April 30, 2008 in Other Circuit Briefs | Permalink | Comments (0) | TrackBack
April 20, 2008
World Health Alternatives, Inc. - Delaware Court Confirms Fiduciary Duties of Corporate Officers
Miller v. McDonald (In re World Health Alternatives, Inc.) ---- B.R. ----, 2008 WL 1002035 (Bkrtcy D.Del. April 2008)
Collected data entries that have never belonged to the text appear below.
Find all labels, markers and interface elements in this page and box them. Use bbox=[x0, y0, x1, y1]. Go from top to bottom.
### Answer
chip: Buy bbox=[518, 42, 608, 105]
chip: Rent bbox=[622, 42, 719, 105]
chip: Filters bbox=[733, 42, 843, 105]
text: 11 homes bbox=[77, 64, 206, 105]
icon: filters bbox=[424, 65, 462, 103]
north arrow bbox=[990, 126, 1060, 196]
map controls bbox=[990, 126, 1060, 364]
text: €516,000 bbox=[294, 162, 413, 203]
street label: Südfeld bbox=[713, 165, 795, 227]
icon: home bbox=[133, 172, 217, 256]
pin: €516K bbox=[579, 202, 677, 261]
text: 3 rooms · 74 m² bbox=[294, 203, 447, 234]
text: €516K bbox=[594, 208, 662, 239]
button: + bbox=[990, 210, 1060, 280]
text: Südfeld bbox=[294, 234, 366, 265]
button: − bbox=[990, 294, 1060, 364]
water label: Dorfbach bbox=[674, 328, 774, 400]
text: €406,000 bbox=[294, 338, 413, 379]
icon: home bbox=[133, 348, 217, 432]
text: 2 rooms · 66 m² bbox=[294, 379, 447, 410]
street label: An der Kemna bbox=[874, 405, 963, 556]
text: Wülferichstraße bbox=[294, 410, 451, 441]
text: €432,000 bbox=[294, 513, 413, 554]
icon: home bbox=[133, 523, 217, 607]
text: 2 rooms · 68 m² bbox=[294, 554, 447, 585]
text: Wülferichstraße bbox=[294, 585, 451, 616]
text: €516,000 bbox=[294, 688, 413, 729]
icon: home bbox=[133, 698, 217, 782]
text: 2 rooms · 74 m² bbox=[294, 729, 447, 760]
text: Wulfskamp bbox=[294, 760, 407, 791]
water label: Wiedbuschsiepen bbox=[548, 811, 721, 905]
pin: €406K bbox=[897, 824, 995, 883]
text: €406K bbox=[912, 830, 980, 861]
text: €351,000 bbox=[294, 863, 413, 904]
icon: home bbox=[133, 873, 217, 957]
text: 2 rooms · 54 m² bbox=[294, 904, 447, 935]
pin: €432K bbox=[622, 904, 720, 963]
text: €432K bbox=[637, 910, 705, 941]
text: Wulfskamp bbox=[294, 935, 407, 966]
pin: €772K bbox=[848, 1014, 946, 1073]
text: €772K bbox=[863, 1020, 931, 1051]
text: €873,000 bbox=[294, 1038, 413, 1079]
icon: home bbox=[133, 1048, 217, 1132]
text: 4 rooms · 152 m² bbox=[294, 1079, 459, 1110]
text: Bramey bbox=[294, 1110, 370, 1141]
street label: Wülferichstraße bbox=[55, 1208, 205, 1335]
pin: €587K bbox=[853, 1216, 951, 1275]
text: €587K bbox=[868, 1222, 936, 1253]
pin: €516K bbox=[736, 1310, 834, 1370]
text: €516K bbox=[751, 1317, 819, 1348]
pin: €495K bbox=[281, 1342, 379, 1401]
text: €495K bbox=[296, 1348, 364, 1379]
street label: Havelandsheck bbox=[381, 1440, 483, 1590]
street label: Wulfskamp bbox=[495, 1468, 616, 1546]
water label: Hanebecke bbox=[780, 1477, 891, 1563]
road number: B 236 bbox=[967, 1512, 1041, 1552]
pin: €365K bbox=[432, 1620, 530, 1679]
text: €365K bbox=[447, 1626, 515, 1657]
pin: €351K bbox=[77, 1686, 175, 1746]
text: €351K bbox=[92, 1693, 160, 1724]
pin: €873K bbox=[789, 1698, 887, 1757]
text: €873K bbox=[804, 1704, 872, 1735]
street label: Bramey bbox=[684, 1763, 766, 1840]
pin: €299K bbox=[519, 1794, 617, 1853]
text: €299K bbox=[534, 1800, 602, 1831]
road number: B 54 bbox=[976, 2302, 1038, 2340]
Issue: Do corporate officers owe a fiduciary duty to a corporation? Do they breach this duty by “failing to implement an adequate monitoring system and/or the failure to utilize such system to safeguard against corporate wrongdoing”?
Holding: Yes - Yes
Judge Walsh
The trustee sued numerous former executives of this debtor including Brian Licastro, in house counsel and vice-president of operations, for breach of fiduciary duties, aiding and abetting breaches, corporate waste, and numerous other causes of action. This is the ruling on Licastro’s Motion to Dismiss under FRCP 12(b)(6). The Motion was denied in part and granted in part.
When World Heath became a public corporation in early 2003, apparently through the promoting efforts of one Richard E. McDonald, it had $245,000 in assets and negative equity of some $90,000. It had sustained a $400,000 loss in the previous quarter. During the next year, it raised some $40 million to buy eight different businesses in the health care staffing industry. The accounting systems were bad however and made worse by the misrepresentations of McDonald. The SEC were reports were fraudulent (according to the trustee and accepted as true for 12(b)(6) purposes), and huge amounts of liabilities went unreported. “The Trustee claims that these reports were false and misleading because World Health lacked adequate internal controls and was, therefore, unable to ascertain its true financial condition.” The company filed chapter 11 in 2006 and that was converted to chapter 7 the same year.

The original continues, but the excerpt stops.